Report every line of the data that includes "canvas".

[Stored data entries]
▬▬▬
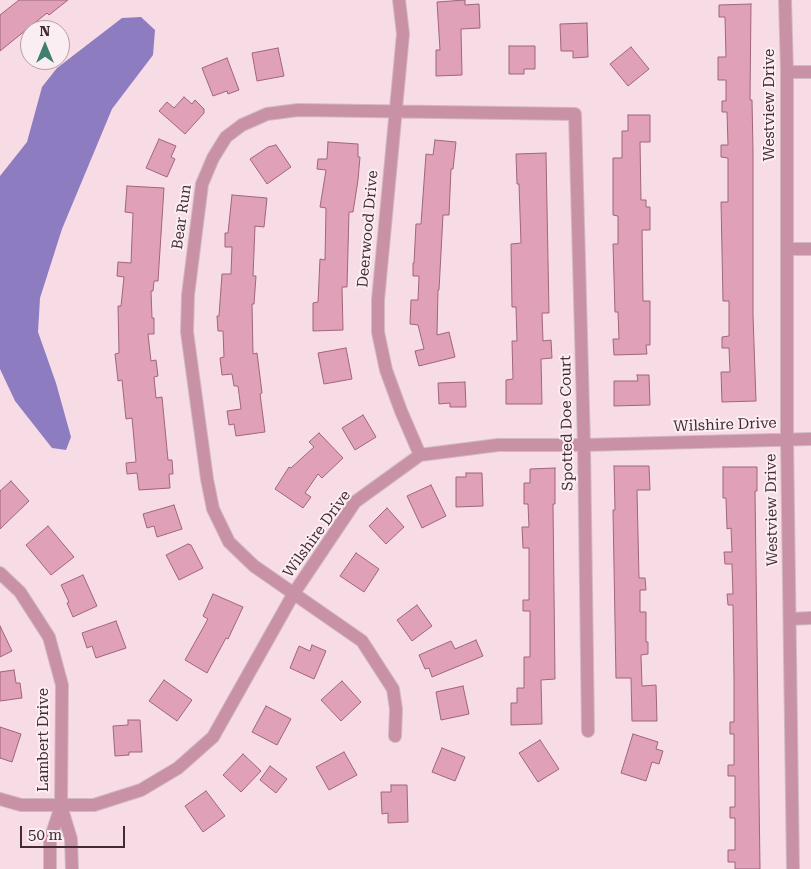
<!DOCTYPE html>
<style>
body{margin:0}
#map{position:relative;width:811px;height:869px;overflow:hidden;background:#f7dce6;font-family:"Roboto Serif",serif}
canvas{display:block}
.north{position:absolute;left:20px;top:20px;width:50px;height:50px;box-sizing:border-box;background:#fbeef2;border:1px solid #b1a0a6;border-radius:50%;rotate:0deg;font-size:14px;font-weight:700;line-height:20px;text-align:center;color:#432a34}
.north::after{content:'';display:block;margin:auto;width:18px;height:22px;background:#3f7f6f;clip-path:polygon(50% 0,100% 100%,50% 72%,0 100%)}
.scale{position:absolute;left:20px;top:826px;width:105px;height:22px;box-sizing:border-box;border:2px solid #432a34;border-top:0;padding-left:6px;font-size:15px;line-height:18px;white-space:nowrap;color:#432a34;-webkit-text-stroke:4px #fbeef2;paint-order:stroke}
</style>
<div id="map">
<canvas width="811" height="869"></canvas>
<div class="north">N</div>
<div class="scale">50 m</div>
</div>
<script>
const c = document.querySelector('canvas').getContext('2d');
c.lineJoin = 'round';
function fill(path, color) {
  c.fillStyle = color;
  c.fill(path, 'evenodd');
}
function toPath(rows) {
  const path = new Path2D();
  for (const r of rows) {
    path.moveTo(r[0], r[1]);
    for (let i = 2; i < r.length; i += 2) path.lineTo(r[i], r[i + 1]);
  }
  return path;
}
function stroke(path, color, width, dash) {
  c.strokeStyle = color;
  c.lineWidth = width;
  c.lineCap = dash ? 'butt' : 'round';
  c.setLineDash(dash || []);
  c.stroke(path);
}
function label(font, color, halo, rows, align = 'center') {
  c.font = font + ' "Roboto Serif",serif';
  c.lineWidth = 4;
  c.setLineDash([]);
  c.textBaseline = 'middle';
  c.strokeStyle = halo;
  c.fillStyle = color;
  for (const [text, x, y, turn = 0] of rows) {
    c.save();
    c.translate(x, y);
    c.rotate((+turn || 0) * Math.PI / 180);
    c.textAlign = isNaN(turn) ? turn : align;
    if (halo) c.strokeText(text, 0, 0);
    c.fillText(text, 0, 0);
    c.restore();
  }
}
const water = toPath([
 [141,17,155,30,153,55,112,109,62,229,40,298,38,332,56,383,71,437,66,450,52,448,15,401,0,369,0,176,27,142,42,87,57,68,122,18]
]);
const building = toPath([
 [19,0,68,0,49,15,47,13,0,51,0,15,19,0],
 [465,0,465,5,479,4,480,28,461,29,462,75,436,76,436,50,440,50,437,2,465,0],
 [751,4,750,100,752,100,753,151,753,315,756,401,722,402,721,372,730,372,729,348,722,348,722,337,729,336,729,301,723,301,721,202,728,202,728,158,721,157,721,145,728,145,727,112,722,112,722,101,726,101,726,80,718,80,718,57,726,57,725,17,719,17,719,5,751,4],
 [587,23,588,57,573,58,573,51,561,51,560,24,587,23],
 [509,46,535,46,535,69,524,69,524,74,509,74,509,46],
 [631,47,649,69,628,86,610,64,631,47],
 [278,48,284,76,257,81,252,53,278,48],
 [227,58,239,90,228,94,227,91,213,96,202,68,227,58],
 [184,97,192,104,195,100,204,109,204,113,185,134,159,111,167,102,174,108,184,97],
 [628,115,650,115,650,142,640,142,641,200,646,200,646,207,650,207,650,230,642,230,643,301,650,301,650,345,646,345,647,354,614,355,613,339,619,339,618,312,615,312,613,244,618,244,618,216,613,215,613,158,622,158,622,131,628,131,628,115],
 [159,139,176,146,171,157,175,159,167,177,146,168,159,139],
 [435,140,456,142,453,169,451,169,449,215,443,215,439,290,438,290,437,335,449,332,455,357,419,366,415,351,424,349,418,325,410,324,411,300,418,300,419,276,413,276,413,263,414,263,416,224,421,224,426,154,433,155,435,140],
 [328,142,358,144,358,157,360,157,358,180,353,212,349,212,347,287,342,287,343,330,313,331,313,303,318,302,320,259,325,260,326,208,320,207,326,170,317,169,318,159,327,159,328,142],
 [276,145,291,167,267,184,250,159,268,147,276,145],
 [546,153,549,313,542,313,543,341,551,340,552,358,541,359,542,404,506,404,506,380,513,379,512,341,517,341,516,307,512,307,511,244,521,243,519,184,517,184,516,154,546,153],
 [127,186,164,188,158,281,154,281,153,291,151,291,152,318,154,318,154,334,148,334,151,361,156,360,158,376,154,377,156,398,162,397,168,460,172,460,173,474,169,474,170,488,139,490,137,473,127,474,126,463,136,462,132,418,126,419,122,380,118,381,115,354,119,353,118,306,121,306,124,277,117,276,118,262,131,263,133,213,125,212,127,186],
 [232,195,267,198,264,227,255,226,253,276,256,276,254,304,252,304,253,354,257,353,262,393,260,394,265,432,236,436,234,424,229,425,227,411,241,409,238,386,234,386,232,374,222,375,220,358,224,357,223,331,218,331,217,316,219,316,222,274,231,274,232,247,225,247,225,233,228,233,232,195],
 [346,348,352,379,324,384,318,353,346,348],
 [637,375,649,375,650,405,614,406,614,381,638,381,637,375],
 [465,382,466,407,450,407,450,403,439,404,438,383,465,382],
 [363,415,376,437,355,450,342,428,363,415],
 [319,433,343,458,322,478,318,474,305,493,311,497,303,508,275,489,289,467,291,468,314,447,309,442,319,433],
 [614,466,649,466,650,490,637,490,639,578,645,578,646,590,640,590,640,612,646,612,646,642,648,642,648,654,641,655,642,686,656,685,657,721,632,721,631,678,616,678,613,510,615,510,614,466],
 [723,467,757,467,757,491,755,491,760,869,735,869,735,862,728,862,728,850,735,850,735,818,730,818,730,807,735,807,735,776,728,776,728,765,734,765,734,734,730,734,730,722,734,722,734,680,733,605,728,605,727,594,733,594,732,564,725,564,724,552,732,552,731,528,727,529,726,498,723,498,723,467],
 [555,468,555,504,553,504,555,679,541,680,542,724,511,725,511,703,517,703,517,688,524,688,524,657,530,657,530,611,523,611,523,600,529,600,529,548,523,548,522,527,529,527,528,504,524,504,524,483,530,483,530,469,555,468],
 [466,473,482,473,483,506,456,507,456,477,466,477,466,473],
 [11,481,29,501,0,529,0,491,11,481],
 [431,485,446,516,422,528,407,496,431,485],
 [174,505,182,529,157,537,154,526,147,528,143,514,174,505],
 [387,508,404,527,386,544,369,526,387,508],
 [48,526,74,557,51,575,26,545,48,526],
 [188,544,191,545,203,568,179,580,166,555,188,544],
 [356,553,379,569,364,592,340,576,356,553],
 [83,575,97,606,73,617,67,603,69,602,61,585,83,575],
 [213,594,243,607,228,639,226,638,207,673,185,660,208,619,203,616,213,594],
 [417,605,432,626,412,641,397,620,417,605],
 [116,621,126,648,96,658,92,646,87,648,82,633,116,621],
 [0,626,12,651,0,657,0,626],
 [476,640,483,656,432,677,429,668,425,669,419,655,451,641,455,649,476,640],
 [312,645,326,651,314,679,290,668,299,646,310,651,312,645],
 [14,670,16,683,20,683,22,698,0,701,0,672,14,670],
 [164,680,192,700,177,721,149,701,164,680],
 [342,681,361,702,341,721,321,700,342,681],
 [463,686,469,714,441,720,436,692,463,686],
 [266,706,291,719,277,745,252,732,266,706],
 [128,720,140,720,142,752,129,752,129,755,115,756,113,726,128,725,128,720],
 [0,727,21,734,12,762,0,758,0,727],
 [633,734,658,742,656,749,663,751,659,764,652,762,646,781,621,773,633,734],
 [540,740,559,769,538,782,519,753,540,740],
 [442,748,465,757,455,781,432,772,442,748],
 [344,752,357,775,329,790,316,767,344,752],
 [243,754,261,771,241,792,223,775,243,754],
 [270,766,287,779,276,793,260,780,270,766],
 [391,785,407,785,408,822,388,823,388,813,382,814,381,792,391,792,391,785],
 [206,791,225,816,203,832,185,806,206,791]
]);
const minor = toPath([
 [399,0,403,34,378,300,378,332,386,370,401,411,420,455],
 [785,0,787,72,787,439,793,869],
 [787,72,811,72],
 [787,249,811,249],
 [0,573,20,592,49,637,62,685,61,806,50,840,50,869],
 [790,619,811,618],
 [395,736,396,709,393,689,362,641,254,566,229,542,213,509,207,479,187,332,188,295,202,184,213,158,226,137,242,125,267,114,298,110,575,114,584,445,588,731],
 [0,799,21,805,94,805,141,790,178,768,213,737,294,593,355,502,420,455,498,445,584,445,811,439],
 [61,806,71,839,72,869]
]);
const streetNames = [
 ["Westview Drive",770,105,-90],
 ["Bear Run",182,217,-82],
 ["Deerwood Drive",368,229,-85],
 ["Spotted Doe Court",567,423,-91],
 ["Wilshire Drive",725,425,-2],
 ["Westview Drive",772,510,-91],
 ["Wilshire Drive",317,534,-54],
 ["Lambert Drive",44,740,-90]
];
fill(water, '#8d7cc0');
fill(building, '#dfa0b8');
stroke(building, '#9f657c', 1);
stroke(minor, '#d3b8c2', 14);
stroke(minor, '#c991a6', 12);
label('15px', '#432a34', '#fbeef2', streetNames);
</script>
▬▬▬
◆ **Solution to this task**:
canvas{display:block}
<canvas width="811" height="869"></canvas>
const c = document.querySelector('canvas').getContext('2d');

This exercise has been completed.